What the task requires: When the string "Turleja" occurs in a line of the records, show that line.

※ ※ ※

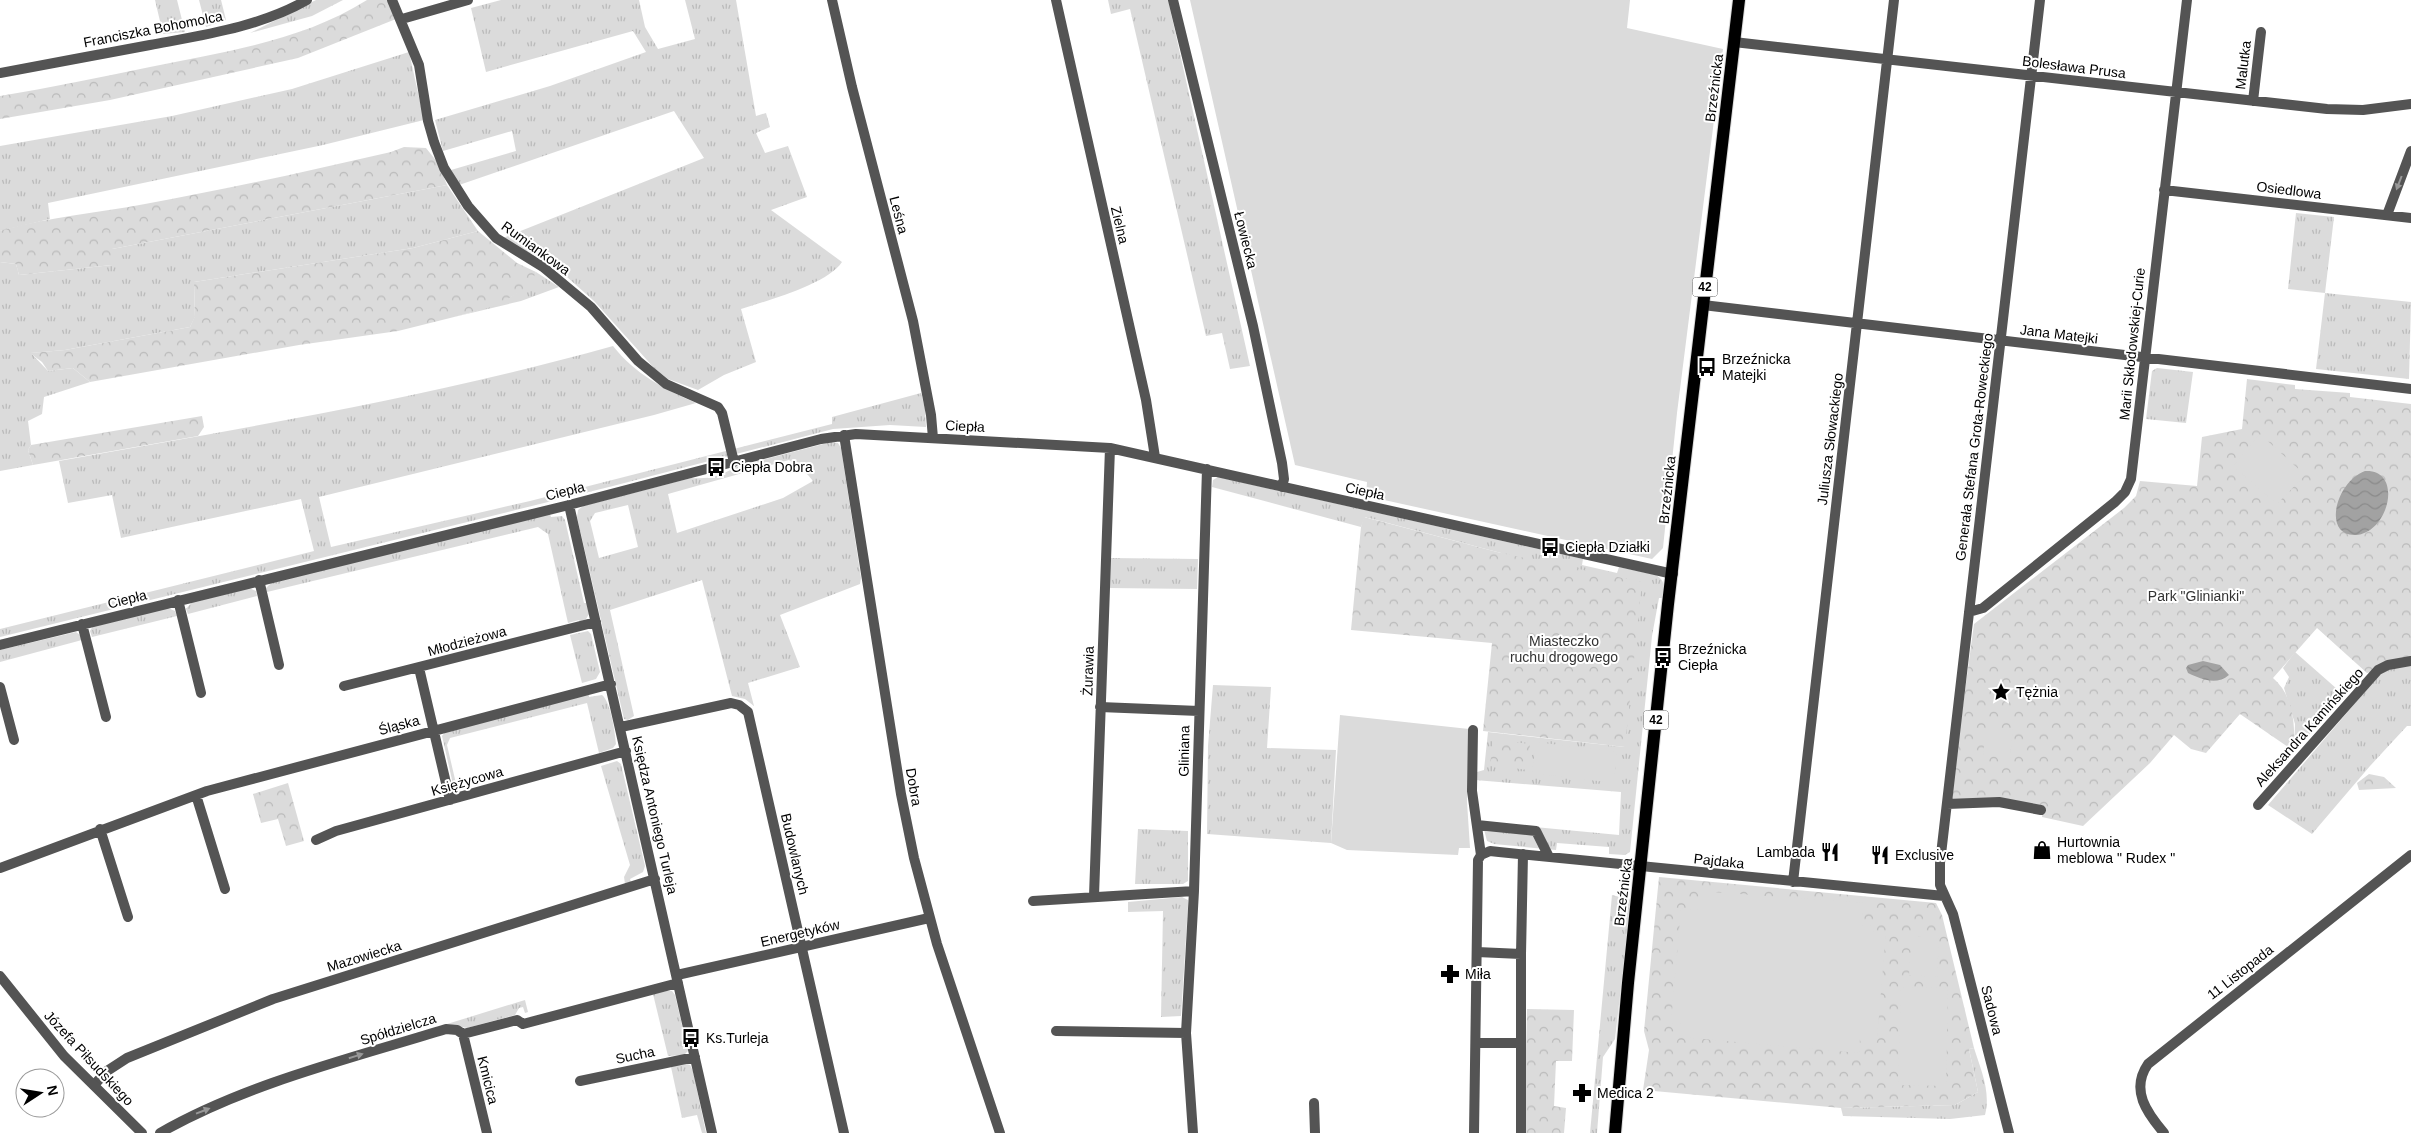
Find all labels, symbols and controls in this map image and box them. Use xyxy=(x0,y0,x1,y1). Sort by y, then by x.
street label: Franciszka Bohomolca xyxy=(82,8,224,50)
street label: Malutka xyxy=(2232,39,2254,90)
street label: Brzeźnicka xyxy=(1702,53,1726,123)
street label: Bolesława Prusa xyxy=(2021,53,2127,81)
one-way arrow xyxy=(2395,176,2403,191)
street label: Osiedlowa xyxy=(2256,178,2323,202)
street label: Leśna xyxy=(886,195,912,236)
street label: Zielna xyxy=(1108,205,1132,246)
street label: Łowiecka xyxy=(1231,210,1261,270)
street label: Rumiankowa xyxy=(499,218,574,278)
street label: Marii Skłodowskiej-Curie xyxy=(2116,267,2148,421)
road number: 42 xyxy=(1692,278,1718,296)
street label: Jana Matejki xyxy=(2019,321,2099,347)
street label: Generała Stefana Grota-Roweckiego xyxy=(1952,332,1996,562)
place label: Brzeźnicka Matejki xyxy=(1722,351,1791,383)
bus stop icon: Brzeźnicka Matejki xyxy=(1696,356,1718,378)
street label: Juliusza Słowackiego xyxy=(1814,372,1846,506)
street label: Ciepła xyxy=(945,417,985,435)
street label: Brzeźnicka xyxy=(1655,455,1679,525)
bus stop icon: Ciepła Dobra xyxy=(705,456,727,478)
place label: Ciepła Dobra xyxy=(731,459,813,475)
street label: Ciepła xyxy=(544,478,586,504)
street label: Ciepła xyxy=(1344,479,1386,503)
bus stop icon: Ciepła Działki xyxy=(1539,536,1561,558)
place label: Ciepła Działki xyxy=(1565,539,1650,555)
street label: Ciepła xyxy=(106,586,148,612)
park label: Park "Glinianki" xyxy=(2148,588,2244,604)
street label: Młodzieżowa xyxy=(426,623,508,659)
park label: Miasteczko ruchu drogowego xyxy=(1510,633,1618,665)
place label: Brzeźnicka Ciepła xyxy=(1678,641,1747,673)
street label: Żurawia xyxy=(1078,646,1097,696)
bus stop icon: Brzeźnicka Ciepła xyxy=(1652,646,1674,668)
street label: Aleksandra Kamińskiego xyxy=(2252,664,2367,790)
place icon: Tężnia xyxy=(1990,681,2012,703)
place label: Tężnia xyxy=(2016,684,2058,700)
road number: 42 xyxy=(1644,710,1668,730)
street label: Śląska xyxy=(376,711,422,738)
street label: Gliniana xyxy=(1176,725,1192,777)
street label: Księdza Antoniego Turleja xyxy=(629,734,681,896)
street label: Księżycowa xyxy=(429,763,505,799)
street label: Dobra xyxy=(903,767,925,807)
street label: Budowlanych xyxy=(778,812,812,896)
place label: Hurtownia meblowa " Rudex " xyxy=(2057,834,2175,866)
shop icon: Hurtownia meblowa " Rudex " xyxy=(2031,839,2053,861)
restaurant icon: Lambada xyxy=(1819,841,1841,863)
place label: Lambada xyxy=(1757,844,1815,860)
restaurant icon: Exclusive xyxy=(1869,844,1891,866)
place label: Exclusive xyxy=(1895,847,1954,863)
street label: Pajdaka xyxy=(1693,850,1745,872)
street label: Brzeźnicka xyxy=(1611,857,1635,927)
street label: Energetyków xyxy=(759,916,842,950)
street label: Mazowiecka xyxy=(325,937,403,975)
street label: 11 Listopada xyxy=(2204,941,2276,1003)
pharmacy icon: Miła xyxy=(1439,963,1461,985)
place label: Miła xyxy=(1465,966,1491,982)
street label: Sadowa xyxy=(1978,984,2006,1037)
street label: Józefa Piłsudskiego xyxy=(41,1007,137,1109)
street label: Spółdzielcza xyxy=(358,1010,438,1048)
bus stop icon: Ks.Turleja xyxy=(680,1027,702,1049)
place label: Ks.Turleja xyxy=(706,1030,769,1046)
street label: Sucha xyxy=(614,1043,656,1067)
one-way arrow xyxy=(349,1052,364,1060)
street label: Kmicica xyxy=(474,1054,502,1106)
north arrow xyxy=(15,1068,65,1118)
pharmacy icon: Medica 2 xyxy=(1571,1082,1593,1104)
text: N xyxy=(44,1084,62,1097)
place label: Medica 2 xyxy=(1597,1085,1654,1101)
one-way arrow xyxy=(196,1106,210,1114)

※ ※ ※

Solved problem:
street label: Księdza Antoniego Turleja xyxy=(629,734,681,896)
bus stop icon: Ks.Turleja xyxy=(680,1027,702,1049)
place label: Ks.Turleja xyxy=(706,1030,769,1046)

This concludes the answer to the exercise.